The survey, conducted for FICO by the Professional Risk Managers’ International Association (PRMIA), also found that 46 percent of bankers in the survey expect requests for credit-line increases to go up, with eight percent expecting such requests to go down. Regarding the use of consumer credit, 53 percent of lenders polled expect credit card balances to increase over the next six months, while seven percent expect balances to decrease.
“The theme of the economic recovery seems to be ‘slow and steady’,” said Dr. Andrew Jennings, chief analytics officer at FICO and head of FICO Labs. “Both consumer spending and income ticked up slightly during the summer. I’m sure that contributed to the feeling among our respondents that consumer borrowing is poised to increase. It remains to be seen if the government shutdown causes consumers to tighten their purse strings.”
When asked about the anticipated growth in their lending portfolios, half of all respondents (50 percent) said that borrowers in the 30-39 age range will drive the most growth. Nearly a quarter of respondents (22 percent) expect borrowers aged 20-29 to be the largest source of growth. Eighteen percent of respondents felt that growth in their lending portfolios would be largest among borrowers aged 40 or older.

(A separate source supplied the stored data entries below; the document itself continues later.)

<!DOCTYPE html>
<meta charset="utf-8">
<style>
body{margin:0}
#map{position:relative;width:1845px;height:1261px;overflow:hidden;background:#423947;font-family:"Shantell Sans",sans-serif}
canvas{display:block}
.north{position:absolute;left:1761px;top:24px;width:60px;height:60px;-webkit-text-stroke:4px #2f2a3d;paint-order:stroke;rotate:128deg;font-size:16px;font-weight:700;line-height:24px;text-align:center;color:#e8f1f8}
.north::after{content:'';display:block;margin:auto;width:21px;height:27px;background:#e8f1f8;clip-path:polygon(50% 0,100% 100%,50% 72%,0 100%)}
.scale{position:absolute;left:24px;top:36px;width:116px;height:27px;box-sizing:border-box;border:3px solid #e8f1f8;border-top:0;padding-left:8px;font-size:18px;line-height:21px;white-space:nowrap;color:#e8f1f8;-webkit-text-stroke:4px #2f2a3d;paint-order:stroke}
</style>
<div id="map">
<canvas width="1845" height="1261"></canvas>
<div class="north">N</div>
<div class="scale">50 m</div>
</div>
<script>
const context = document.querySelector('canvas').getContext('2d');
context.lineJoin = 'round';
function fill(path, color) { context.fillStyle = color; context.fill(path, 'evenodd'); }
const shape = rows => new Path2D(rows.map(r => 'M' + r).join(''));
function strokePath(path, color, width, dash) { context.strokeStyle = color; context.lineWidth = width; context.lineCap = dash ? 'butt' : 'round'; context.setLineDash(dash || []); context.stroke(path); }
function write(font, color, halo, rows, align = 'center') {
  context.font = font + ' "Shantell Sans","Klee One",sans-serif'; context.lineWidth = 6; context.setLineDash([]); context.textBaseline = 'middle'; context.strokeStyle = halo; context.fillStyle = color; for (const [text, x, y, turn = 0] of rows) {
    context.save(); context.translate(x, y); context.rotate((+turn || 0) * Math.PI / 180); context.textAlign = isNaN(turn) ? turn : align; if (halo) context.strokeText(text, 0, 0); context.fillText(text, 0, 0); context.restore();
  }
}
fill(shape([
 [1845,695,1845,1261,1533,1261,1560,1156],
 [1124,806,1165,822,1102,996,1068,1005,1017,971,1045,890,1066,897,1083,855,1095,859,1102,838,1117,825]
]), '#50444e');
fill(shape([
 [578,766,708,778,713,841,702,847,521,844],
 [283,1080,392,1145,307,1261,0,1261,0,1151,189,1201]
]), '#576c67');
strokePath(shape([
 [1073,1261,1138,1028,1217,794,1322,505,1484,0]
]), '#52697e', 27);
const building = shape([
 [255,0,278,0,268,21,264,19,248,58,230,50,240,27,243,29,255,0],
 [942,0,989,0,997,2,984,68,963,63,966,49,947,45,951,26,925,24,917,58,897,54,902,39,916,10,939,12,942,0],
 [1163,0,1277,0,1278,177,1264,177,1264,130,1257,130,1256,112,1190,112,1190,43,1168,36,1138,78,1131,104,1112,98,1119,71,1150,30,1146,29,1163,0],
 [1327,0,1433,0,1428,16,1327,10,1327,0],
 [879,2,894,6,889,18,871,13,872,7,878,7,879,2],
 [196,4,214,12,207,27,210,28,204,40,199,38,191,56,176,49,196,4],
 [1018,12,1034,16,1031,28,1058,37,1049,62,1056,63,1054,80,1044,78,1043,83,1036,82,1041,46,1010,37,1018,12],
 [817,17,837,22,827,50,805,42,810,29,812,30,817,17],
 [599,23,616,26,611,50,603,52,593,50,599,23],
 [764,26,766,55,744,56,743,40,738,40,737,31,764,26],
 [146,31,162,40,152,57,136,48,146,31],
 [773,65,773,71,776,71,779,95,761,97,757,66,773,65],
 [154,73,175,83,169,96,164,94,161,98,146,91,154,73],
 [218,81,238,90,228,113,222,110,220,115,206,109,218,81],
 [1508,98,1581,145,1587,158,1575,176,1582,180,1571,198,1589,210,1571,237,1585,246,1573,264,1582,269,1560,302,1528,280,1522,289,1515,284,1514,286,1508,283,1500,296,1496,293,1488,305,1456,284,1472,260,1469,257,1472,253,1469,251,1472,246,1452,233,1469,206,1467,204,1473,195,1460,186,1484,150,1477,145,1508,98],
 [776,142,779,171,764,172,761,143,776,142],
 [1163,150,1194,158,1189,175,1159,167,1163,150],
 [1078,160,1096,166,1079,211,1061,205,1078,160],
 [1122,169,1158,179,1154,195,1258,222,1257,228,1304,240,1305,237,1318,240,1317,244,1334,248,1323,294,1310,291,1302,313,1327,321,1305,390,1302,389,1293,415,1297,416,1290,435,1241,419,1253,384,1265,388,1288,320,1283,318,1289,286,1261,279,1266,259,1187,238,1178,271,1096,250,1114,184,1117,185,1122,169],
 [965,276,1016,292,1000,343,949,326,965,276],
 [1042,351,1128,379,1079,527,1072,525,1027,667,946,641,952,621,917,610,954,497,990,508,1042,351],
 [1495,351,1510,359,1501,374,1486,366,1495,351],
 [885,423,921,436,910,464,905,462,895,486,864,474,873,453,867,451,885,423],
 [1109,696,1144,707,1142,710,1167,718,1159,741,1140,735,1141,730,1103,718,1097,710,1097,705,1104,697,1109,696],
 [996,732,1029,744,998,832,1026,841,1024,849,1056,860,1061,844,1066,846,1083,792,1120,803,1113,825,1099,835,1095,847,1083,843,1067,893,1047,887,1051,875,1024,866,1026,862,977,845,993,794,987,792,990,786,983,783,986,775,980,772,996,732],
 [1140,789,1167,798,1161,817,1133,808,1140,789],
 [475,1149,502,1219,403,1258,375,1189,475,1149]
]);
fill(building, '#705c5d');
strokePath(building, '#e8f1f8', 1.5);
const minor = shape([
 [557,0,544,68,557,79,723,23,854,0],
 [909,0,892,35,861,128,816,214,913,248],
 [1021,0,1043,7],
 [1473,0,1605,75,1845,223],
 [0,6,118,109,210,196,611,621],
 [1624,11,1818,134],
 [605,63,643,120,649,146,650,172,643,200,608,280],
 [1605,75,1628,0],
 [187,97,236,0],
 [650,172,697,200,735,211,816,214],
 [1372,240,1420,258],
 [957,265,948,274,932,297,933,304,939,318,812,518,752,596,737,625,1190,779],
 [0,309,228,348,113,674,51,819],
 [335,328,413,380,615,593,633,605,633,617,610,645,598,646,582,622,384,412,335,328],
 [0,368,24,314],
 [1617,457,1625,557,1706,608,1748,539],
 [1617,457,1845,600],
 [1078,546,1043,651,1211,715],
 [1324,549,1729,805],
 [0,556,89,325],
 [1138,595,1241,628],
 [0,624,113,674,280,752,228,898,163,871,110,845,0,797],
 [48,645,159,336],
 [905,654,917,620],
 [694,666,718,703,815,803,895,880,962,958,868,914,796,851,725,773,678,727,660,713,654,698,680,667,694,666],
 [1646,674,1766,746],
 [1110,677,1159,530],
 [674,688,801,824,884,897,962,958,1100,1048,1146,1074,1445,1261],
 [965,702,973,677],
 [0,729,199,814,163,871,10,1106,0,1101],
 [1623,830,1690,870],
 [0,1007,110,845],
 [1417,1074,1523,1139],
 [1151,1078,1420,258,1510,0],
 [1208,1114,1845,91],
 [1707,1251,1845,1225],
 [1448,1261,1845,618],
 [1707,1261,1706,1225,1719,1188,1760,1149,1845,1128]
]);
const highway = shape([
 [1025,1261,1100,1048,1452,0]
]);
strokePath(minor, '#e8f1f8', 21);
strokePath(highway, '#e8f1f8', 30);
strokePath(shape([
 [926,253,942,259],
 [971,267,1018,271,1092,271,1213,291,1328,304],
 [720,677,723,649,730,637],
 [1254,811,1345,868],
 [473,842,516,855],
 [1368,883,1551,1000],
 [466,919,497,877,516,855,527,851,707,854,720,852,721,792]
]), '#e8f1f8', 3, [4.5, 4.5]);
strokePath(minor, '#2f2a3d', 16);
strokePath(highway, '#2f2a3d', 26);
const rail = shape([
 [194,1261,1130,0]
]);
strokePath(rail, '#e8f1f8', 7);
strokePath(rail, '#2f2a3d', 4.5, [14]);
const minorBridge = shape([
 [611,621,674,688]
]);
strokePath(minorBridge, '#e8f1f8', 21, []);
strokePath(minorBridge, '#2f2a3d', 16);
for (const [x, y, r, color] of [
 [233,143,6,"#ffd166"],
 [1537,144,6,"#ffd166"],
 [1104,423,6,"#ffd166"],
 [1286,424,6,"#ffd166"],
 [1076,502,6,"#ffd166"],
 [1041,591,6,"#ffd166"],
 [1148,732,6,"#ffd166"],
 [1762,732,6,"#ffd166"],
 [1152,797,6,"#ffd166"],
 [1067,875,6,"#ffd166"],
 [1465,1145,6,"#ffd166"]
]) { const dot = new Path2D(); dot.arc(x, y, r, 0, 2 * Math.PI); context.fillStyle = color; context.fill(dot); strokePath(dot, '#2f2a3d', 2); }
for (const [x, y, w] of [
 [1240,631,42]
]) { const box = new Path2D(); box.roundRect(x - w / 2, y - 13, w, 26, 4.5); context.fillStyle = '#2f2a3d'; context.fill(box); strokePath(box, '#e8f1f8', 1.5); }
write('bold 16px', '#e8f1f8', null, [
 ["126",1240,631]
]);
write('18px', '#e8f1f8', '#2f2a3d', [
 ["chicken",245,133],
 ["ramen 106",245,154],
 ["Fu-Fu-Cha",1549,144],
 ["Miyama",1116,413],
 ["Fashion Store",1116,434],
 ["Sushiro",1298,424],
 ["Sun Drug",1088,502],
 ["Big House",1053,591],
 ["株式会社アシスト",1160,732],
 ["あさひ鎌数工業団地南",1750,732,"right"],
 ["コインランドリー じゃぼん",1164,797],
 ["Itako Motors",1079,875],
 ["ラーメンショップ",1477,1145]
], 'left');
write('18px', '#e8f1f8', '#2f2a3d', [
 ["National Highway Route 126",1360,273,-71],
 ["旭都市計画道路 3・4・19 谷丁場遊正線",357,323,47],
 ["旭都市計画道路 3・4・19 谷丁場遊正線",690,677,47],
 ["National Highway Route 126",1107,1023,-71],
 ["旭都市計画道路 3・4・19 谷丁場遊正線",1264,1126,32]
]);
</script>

Bankers also gave their projection for the anticipated supply of consumer credit for multiple types of loans. More than 70 percent of respondents expect supply to meet demand for new residential mortgages and small business loans. Over 80 percent of respondents expect supply to meet demand for mortgage refinancing, credit cards, auto loans, and student loans. There were no loan types for which respondents expect demand to exceed supply.
When it comes to risk, the concern centered on one loan type: student loans. Nearly half of respondents (49 percent) expect an increase in student loan delinquencies, while 15 percent expect a decrease. This is the eighth consecutive quarter in which there was significant concern about delinquencies on student loans.
Eleven percent of respondents expect the total number of consumer credit delinquencies to decrease, the lowest number on record. Sixty-two percent of respondents expect the total number of delinquencies to remain flat.
Bankers overwhelmingly (72 percent) believe interest rates will rise in the next six months. Less than one percent of respondents expect interest rates for consumer credit to decrease, the lowest level in the survey’s three-year history.